Lindy Moore: We looked at 745 children in our preliminary program or in our preliminary research. This is ongoing research in that we look to look at a future correlation comparing to normally weighed children in addition to our overweight children, looking for correlations.
Is there anything I didn’t ask you that you think is important for people to know and parents to know?
Lindy Moore: I think it’s a good for parents to have and caregivers to understand that BMI, although the main primary indicator that we utilize now to determine overweight and obesity, can be skewed. I think waist and hip offers an alternative to the BMI. Because we may have children that are in the midst of a growth spurt, we may have children that are taller and more muscularly built in which the BMI does not account for.

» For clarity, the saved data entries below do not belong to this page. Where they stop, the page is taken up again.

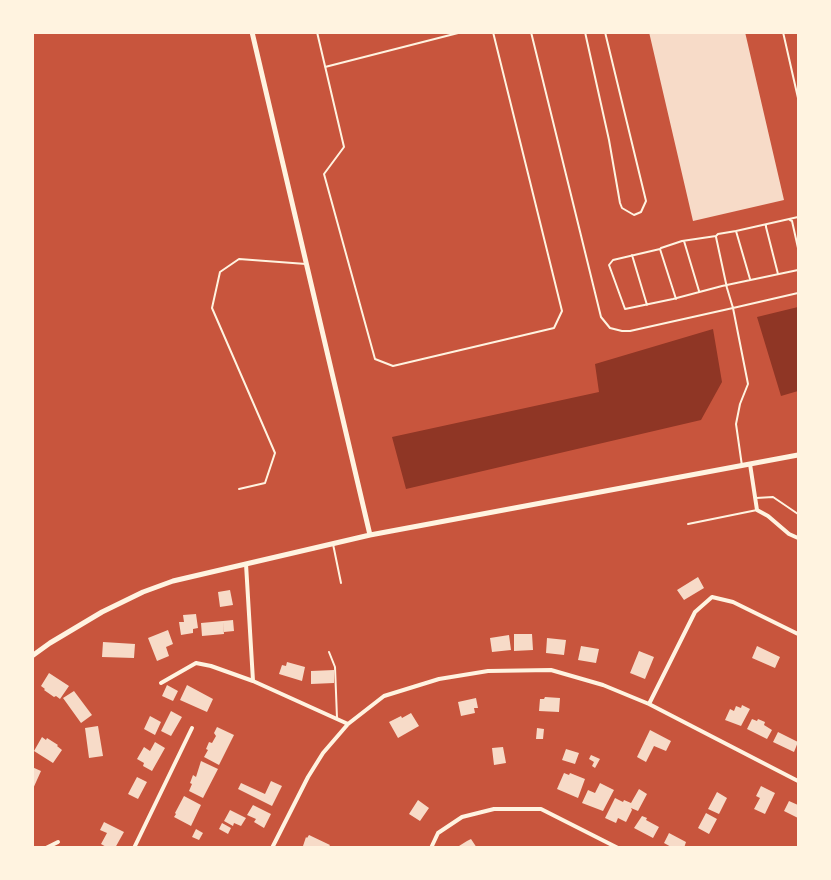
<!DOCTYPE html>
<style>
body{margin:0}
#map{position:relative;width:831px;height:880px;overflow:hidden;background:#c8553d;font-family:Signika,sans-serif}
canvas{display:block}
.frame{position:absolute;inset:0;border:34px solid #fff3e0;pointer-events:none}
</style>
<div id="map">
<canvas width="831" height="880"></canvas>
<div class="frame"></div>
</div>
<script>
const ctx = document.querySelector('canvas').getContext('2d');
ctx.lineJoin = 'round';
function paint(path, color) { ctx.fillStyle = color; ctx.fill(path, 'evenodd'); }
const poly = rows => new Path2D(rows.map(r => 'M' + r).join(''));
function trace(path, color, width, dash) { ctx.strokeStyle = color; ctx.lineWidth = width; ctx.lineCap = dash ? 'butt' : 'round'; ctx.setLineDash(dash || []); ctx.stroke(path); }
paint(poly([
 [798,307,798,391,781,396,757,317],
 [713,329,722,382,701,420,406,489,392,437,599,392,595,364]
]), '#8f3625');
paint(poly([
 [649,32,745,32,784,200,693,221],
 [698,577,704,588,684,600,677,590],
 [230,590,233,605,220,607,218,592],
 [196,614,198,628,193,629,193,633,181,635,179,622,184,622,183,615],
 [233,620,234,631,224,632,223,621],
 [223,621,224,634,202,636,201,623],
 [168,630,173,644,166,647,169,656,157,661,148,638],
 [514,634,532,634,533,650,514,651],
 [509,635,511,650,492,652,490,638],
 [547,638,566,640,564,655,546,653],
 [103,642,135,644,134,658,102,657],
 [581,646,599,649,596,663,578,660],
 [757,646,780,657,775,668,752,658],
 [639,651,654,657,645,679,630,673],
 [287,662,305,667,302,681,279,674,282,665,286,666],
 [334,670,334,683,311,684,311,671],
 [49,673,69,686,60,699,56,696,54,697,44,690,45,689,41,686],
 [167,685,178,691,173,701,162,696],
 [187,685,213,699,207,712,180,700],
 [74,691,92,715,81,723,63,698],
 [545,697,560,698,559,712,539,711,540,699,544,699],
 [476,698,478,708,474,708,475,713,461,716,458,702],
 [742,705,750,709,741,726,725,720,730,709,734,711,736,706,741,708],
 [171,711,182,717,171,736,161,731],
 [411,713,419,726,398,738,389,722,401,716,402,718],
 [150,716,161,722,155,735,144,729],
 [752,719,757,721,758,719,765,722,764,725,772,730,767,739,747,729],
 [98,726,103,756,89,758,85,728],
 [217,727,234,735,219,765,204,757,208,750,206,749,209,742,212,743,216,736,214,733],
 [537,728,544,729,543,739,536,739],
 [650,730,671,741,666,751,654,746,646,762,637,757],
 [778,732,798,742,794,752,773,742],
 [42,737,46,740,47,738,58,745,57,746,62,750,53,763,34,751],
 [155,742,165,748,152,771,143,766,144,763,137,759,144,747,150,751],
 [503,747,506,763,494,765,492,748],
 [566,749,579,753,575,764,562,760],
 [591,755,600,759,595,768,592,766,594,762,589,759],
 [201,761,218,769,203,798,189,791,192,784,190,783,193,775,196,777],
 [32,767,41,771,32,791],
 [564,773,569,775,570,773,585,779,578,798,557,789],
 [137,777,147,782,138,799,128,794],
 [271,781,282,786,272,806,238,789,241,783,265,794],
 [600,783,614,790,603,811,582,803,588,790,595,793],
 [761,786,775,793,765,814,754,809,760,798,756,796],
 [639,789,647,794,638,811,631,808,632,810,626,822,618,818,616,823,605,818,615,798,623,802,624,800,631,803],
 [717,792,727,798,719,814,708,809],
 [184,796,201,805,191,826,174,817,176,814,175,813],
 [418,800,429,808,420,821,409,814],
 [789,801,798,805,798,818,784,811],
 [253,805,271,814,264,828,254,822,256,819,247,815],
 [230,810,246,818,241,826,234,823,233,826,224,821],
 [706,813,717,819,709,834,698,828],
 [642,816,647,818,646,820,659,827,653,838,634,828],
 [104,822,124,832,115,848,108,848,101,844,107,833,100,830],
 [222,823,231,828,228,834,219,829],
 [196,829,203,833,199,840,192,837],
 [669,833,686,842,684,848,673,848,664,843],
 [309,835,330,845,328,848,306,848,303,846,306,837,307,838],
 [471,839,477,848,459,846,467,841]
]), '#f7dbc8');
trace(poly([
 [317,32,344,147,324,174,375,359,393,366,554,328,562,311,493,32],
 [531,32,601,317,610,328,622,331,630,331,733,308,748,384,740,404,736,424,742,466],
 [585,32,609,140,620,203,622,208,634,215,641,212,646,201,605,32],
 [783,32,798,98],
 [325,67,462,32],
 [798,217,736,231,718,234,716,236,682,241,661,248,660,249,613,260,609,265,625,309,673,299,722,286,798,270],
 [790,220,792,221,798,248],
 [766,225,766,227,778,274],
 [736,231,750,279],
 [716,237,727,288,733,308,798,293],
 [684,241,699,291],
 [660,249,676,299],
 [632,255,647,305],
 [239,489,265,483,275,453,212,308,220,272,239,259,306,264],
 [756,498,773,497,798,514],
 [688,524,757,510],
 [333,544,341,583],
 [329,652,335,667,337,718]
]), '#fff3e0', 2);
trace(poly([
 [750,464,757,510,768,516,789,534,798,538],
 [246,564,253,681,348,724],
 [161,683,196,663,211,666,253,681],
 [649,704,695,612,712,597,733,602,798,634],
 [46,848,58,842],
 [134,848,192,728],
 [272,848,308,777,323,753,348,724,384,696,439,679,488,671,551,670,603,685,649,704,798,781],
 [431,848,438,833,462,817,494,809,541,809,618,848]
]), '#fff3e0', 4);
trace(poly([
 [252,32,370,535],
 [32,656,50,643,102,612,143,592,173,581,370,535,798,455]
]), '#fff3e0', 5);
</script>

But this gives you again another, another indicator?
Lindy Moore: Absolutely.
When did the study begin?
Lindy Moore: The study began 2010 and it ran through 2012.
And now, it’s still ongoing?
Lindy Moore: We’ve completed that study and we look forward to do the correlation with normally weighted children.
And this was recently published?
Lindy Moore: It was in The Journal of Pediatric Healthcare. It came out in publication in the July/August 2015 edition.
END OF INTERVIEW
This information is intended for additional research purposes only. It is not to be used as a prescription or advice from Ivanhoe Broadcast News, Inc. or any medical professional interviewed. Ivanhoe Broadcast News, Inc. assumes no responsibility for the depth or accuracy of physician statements. Procedures or medicines apply to different people and medical factors; always consult your physician on medical matters.